### TASK INPUTS
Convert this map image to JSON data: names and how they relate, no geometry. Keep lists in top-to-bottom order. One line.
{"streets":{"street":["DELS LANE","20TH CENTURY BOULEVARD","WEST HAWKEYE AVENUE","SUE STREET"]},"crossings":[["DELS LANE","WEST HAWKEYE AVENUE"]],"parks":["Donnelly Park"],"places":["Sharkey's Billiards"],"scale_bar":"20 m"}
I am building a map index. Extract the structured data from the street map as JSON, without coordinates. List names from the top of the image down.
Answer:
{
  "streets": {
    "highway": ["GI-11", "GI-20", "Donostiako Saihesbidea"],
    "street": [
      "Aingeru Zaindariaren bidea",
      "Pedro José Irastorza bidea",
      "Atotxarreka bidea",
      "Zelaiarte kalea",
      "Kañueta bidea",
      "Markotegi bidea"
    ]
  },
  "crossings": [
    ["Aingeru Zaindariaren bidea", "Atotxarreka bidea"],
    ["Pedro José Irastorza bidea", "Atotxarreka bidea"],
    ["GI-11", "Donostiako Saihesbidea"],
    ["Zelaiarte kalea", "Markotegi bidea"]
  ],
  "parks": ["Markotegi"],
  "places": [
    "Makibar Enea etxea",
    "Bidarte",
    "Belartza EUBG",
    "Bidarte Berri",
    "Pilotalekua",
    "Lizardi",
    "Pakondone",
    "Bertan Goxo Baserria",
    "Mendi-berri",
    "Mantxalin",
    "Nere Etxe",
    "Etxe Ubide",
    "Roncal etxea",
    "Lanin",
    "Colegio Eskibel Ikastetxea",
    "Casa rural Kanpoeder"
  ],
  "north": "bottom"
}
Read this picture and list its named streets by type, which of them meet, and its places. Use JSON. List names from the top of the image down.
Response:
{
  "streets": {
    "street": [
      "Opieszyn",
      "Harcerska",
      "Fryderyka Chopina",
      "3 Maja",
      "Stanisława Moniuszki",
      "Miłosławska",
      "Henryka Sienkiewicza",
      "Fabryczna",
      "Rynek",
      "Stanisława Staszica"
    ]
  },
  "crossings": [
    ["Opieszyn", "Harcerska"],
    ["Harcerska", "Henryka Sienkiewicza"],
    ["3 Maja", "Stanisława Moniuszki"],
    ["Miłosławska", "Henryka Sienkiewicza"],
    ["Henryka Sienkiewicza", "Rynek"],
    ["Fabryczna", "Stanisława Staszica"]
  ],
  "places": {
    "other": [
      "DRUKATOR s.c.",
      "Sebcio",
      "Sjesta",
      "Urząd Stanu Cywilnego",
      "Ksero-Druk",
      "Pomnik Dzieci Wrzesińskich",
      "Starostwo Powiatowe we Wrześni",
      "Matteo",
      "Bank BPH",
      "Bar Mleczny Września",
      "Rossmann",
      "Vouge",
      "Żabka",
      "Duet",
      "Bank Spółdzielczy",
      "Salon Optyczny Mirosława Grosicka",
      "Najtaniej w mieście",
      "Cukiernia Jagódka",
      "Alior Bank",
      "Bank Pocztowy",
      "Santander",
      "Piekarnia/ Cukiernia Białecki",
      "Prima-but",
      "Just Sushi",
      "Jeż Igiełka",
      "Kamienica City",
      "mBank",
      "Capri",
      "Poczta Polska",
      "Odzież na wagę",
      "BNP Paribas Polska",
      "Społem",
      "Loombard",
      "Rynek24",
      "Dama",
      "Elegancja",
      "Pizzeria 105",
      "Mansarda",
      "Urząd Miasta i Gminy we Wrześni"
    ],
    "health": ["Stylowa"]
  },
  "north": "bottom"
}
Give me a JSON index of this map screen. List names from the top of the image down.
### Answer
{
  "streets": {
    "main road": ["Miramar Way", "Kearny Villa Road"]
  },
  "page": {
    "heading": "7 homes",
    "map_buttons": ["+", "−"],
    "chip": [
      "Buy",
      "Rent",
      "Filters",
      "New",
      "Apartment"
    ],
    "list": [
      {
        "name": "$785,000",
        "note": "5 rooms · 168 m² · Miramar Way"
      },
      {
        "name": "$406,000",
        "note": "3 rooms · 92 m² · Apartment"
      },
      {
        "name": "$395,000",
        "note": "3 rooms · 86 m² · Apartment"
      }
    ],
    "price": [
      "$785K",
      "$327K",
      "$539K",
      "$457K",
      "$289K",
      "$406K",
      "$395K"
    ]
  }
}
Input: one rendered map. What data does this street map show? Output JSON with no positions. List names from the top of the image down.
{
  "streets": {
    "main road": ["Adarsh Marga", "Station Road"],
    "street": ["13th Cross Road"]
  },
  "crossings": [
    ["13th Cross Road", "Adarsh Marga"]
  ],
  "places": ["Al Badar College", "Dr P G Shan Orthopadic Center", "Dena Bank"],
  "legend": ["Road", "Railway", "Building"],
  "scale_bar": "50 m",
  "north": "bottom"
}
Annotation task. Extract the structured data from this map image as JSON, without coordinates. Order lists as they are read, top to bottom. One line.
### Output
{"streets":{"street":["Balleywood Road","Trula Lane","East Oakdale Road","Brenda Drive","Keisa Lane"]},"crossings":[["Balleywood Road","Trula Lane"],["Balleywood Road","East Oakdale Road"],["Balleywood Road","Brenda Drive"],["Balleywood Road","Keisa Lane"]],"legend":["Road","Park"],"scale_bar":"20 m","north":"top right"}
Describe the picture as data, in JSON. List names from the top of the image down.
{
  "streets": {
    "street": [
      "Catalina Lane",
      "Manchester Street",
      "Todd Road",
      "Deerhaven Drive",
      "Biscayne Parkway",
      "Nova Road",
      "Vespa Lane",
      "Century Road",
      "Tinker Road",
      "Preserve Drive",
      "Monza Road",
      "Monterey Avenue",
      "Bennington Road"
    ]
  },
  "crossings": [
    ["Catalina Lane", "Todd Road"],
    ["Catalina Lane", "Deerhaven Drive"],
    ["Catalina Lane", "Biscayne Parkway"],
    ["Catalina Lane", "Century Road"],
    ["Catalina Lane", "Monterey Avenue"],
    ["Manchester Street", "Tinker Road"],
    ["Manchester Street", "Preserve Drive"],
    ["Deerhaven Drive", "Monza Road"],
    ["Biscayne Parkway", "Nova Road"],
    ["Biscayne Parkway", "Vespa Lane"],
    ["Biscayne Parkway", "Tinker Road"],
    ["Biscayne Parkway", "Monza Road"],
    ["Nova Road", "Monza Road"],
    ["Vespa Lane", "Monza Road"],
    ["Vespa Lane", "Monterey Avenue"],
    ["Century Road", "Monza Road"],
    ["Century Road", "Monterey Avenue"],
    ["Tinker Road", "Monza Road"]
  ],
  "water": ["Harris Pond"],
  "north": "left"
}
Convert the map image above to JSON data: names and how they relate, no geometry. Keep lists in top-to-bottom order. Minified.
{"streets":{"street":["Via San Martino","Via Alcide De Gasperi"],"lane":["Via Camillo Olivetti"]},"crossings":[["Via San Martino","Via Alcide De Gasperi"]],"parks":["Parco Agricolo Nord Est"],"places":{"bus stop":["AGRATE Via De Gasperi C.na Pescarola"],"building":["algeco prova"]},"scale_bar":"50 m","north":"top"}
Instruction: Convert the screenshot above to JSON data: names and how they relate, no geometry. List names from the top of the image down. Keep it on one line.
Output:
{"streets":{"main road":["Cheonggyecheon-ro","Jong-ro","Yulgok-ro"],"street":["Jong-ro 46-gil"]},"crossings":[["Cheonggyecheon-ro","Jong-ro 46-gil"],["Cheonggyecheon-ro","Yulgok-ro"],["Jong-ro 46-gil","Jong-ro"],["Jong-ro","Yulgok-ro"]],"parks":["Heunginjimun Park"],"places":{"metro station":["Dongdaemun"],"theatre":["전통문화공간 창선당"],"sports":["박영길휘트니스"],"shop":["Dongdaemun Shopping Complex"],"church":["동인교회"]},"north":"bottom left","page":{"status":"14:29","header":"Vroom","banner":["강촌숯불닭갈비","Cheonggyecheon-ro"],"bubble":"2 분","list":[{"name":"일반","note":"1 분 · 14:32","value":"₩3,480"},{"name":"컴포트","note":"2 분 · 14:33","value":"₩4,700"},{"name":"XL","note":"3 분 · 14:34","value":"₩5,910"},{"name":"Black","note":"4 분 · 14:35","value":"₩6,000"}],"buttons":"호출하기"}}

### WORK REQUIRED
Starting with the line that holds "Convert the map", copy each remaining line of the listing above exactly, through the last one.

### COMPLETED TASK
Convert the map image above to JSON data: names and how they relate, no geometry. Keep lists in top-to-bottom order. Minified.
{"streets":{"street":["Via San Martino","Via Alcide De Gasperi"],"lane":["Via Camillo Olivetti"]},"crossings":[["Via San Martino","Via Alcide De Gasperi"]],"parks":["Parco Agricolo Nord Est"],"places":{"bus stop":["AGRATE Via De Gasperi C.na Pescarola"],"building":["algeco prova"]},"scale_bar":"50 m","north":"top"}
Instruction: Convert the screenshot above to JSON data: names and how they relate, no geometry. List names from the top of the image down. Keep it on one line.
Output:
{"streets":{"main road":["Cheonggyecheon-ro","Jong-ro","Yulgok-ro"],"street":["Jong-ro 46-gil"]},"crossings":[["Cheonggyecheon-ro","Jong-ro 46-gil"],["Cheonggyecheon-ro","Yulgok-ro"],["Jong-ro 46-gil","Jong-ro"],["Jong-ro","Yulgok-ro"]],"parks":["Heunginjimun Park"],"places":{"metro station":["Dongdaemun"],"theatre":["전통문화공간 창선당"],"sports":["박영길휘트니스"],"shop":["Dongdaemun Shopping Complex"],"church":["동인교회"]},"north":"bottom left","page":{"status":"14:29","header":"Vroom","banner":["강촌숯불닭갈비","Cheonggyecheon-ro"],"bubble":"2 분","list":[{"name":"일반","note":"1 분 · 14:32","value":"₩3,480"},{"name":"컴포트","note":"2 분 · 14:33","value":"₩4,700"},{"name":"XL","note":"3 분 · 14:34","value":"₩5,910"},{"name":"Black","note":"4 분 · 14:35","value":"₩6,000"}],"buttons":"호출하기"}}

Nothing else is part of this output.